*** PROVIDED MATERIAL
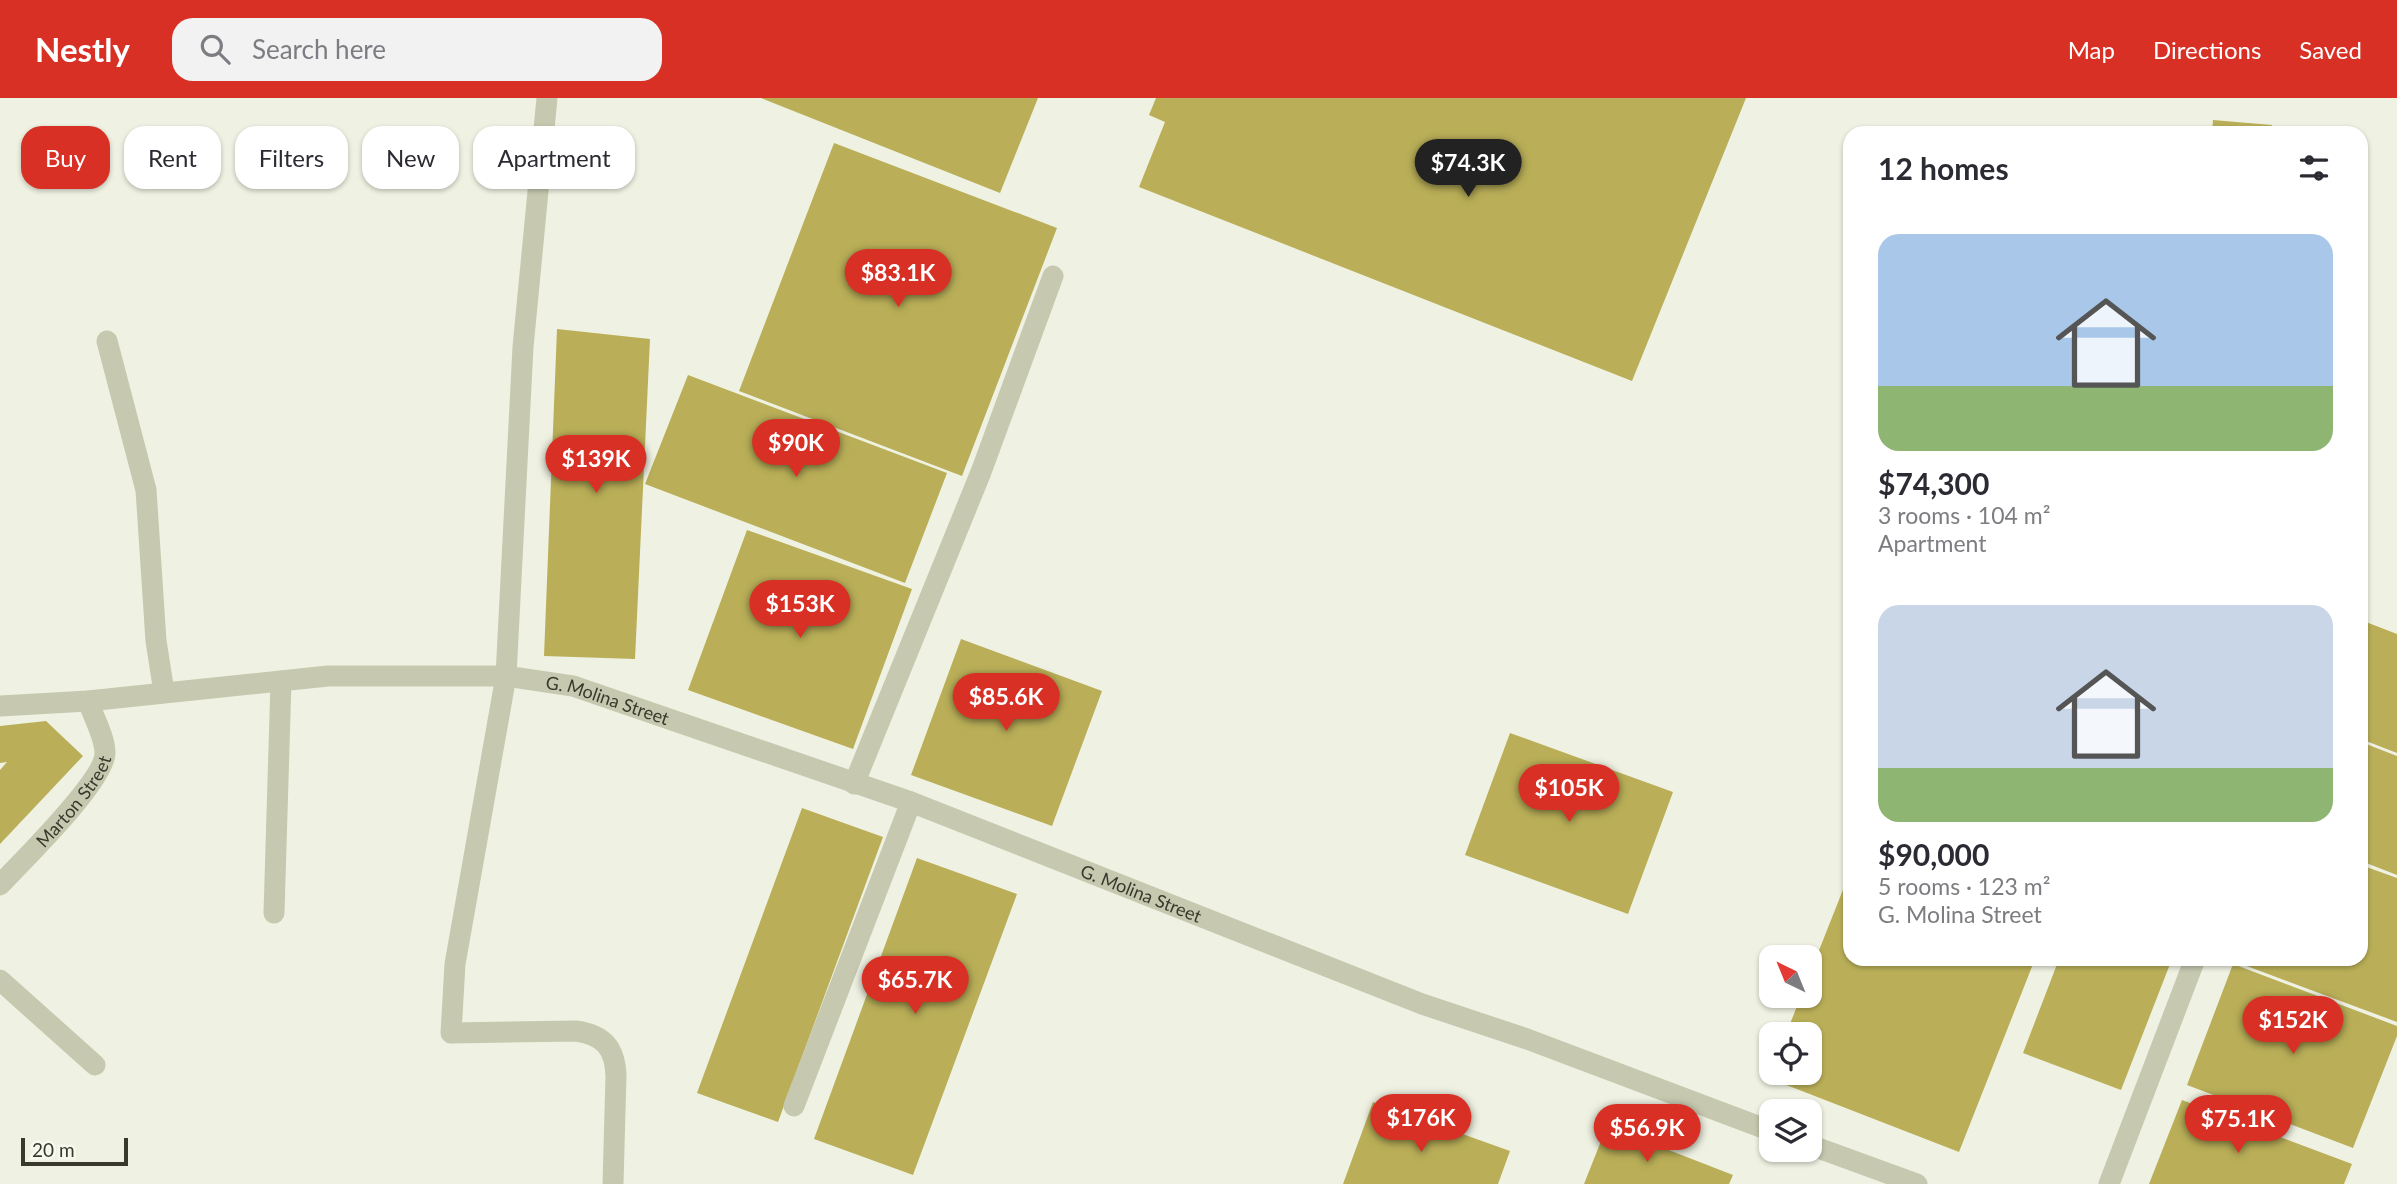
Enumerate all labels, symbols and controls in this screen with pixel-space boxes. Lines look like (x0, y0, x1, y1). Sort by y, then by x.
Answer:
search box (172, 18, 662, 81)
text: Nestly (35, 29, 130, 69)
icon: search (196, 30, 234, 68)
text: Search here (252, 33, 386, 65)
text: Map (2068, 35, 2115, 64)
text: Directions (2153, 35, 2261, 64)
text: Saved (2299, 35, 2362, 64)
chip: Buy (21, 126, 110, 189)
chip: Rent (124, 126, 221, 189)
chip: Filters (235, 126, 348, 189)
chip: New (362, 126, 459, 189)
chip: Apartment (473, 126, 635, 189)
pin: $74.3K (1411, 140, 1525, 199)
text: $74.3K (1431, 148, 1505, 176)
icon: filters (2295, 149, 2333, 187)
text: 12 homes (1878, 150, 2009, 186)
pin: $83.1K (841, 250, 955, 309)
text: $83.1K (861, 258, 935, 286)
icon: home (2043, 280, 2169, 406)
pin: $90K (755, 420, 837, 479)
text: $90K (768, 428, 824, 456)
pin: $139K (547, 436, 645, 495)
text: $139K (561, 444, 631, 472)
text: $74,300 (1878, 465, 1989, 501)
text: 3 rooms · 104 m² (1878, 501, 2050, 529)
text: Apartment (1878, 529, 1986, 557)
pin: $153K (751, 580, 849, 640)
text: $153K (765, 589, 835, 617)
icon: home (2043, 651, 2169, 777)
street label: G. Molina Street (544, 671, 673, 729)
pin: $85.6K (949, 674, 1063, 733)
text: $85.6K (969, 682, 1043, 710)
street label: Marton Street (31, 752, 116, 852)
pin: $105K (1520, 764, 1618, 824)
text: $105K (1534, 773, 1604, 801)
text: $90,000 (1878, 836, 1989, 872)
street label: G. Molina Street (1077, 859, 1205, 927)
text: 5 rooms · 123 m² (1878, 872, 2050, 900)
text: G. Molina Street (1878, 900, 2042, 928)
north arrow (1759, 945, 1822, 1008)
map controls (1759, 945, 1822, 1162)
pin: $65.7K (858, 956, 972, 1016)
text: $65.7K (878, 965, 952, 993)
pin: $152K (2244, 996, 2342, 1056)
text: $152K (2258, 1005, 2328, 1033)
button: locate (1759, 1022, 1822, 1085)
pin: $176K (1372, 1094, 1470, 1154)
pin: $75.1K (2181, 1096, 2295, 1155)
button: layers (1759, 1099, 1822, 1162)
text: $176K (1386, 1103, 1456, 1131)
pin: $56.9K (1590, 1104, 1704, 1164)
text: $75.1K (2201, 1104, 2275, 1132)
text: $56.9K (1610, 1113, 1684, 1141)
scale bar (21, 1135, 128, 1167)
text: 20 m (32, 1138, 75, 1161)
******
• _TRY IT_
Copy the data verbatim, skipping any image it holds.

• _ANSWER TO THE EXERCISE_
Enumerate all labels, symbols and controls in this screen with pixel-space boxes. Lines look like (x0, y0, x1, y1). Sort by y, then by x.
Answer:
search box (172, 18, 662, 81)
text: Nestly (35, 29, 130, 69)
icon: search (196, 30, 234, 68)
text: Search here (252, 33, 386, 65)
text: Map (2068, 35, 2115, 64)
text: Directions (2153, 35, 2261, 64)
text: Saved (2299, 35, 2362, 64)
chip: Buy (21, 126, 110, 189)
chip: Rent (124, 126, 221, 189)
chip: Filters (235, 126, 348, 189)
chip: New (362, 126, 459, 189)
chip: Apartment (473, 126, 635, 189)
pin: $74.3K (1411, 140, 1525, 199)
text: $74.3K (1431, 148, 1505, 176)
icon: filters (2295, 149, 2333, 187)
text: 12 homes (1878, 150, 2009, 186)
pin: $83.1K (841, 250, 955, 309)
text: $83.1K (861, 258, 935, 286)
icon: home (2043, 280, 2169, 406)
pin: $90K (755, 420, 837, 479)
text: $90K (768, 428, 824, 456)
pin: $139K (547, 436, 645, 495)
text: $139K (561, 444, 631, 472)
text: $74,300 (1878, 465, 1989, 501)
text: 3 rooms · 104 m² (1878, 501, 2050, 529)
text: Apartment (1878, 529, 1986, 557)
pin: $153K (751, 580, 849, 640)
text: $153K (765, 589, 835, 617)
icon: home (2043, 651, 2169, 777)
street label: G. Molina Street (544, 671, 673, 729)
pin: $85.6K (949, 674, 1063, 733)
text: $85.6K (969, 682, 1043, 710)
street label: Marton Street (31, 752, 116, 852)
pin: $105K (1520, 764, 1618, 824)
text: $105K (1534, 773, 1604, 801)
text: $90,000 (1878, 836, 1989, 872)
street label: G. Molina Street (1077, 859, 1205, 927)
text: 5 rooms · 123 m² (1878, 872, 2050, 900)
text: G. Molina Street (1878, 900, 2042, 928)
north arrow (1759, 945, 1822, 1008)
map controls (1759, 945, 1822, 1162)
pin: $65.7K (858, 956, 972, 1016)
text: $65.7K (878, 965, 952, 993)
pin: $152K (2244, 996, 2342, 1056)
text: $152K (2258, 1005, 2328, 1033)
button: locate (1759, 1022, 1822, 1085)
pin: $176K (1372, 1094, 1470, 1154)
pin: $75.1K (2181, 1096, 2295, 1155)
button: layers (1759, 1099, 1822, 1162)
text: $176K (1386, 1103, 1456, 1131)
pin: $56.9K (1590, 1104, 1704, 1164)
text: $75.1K (2201, 1104, 2275, 1132)
text: $56.9K (1610, 1113, 1684, 1141)
scale bar (21, 1135, 128, 1167)
text: 20 m (32, 1138, 75, 1161)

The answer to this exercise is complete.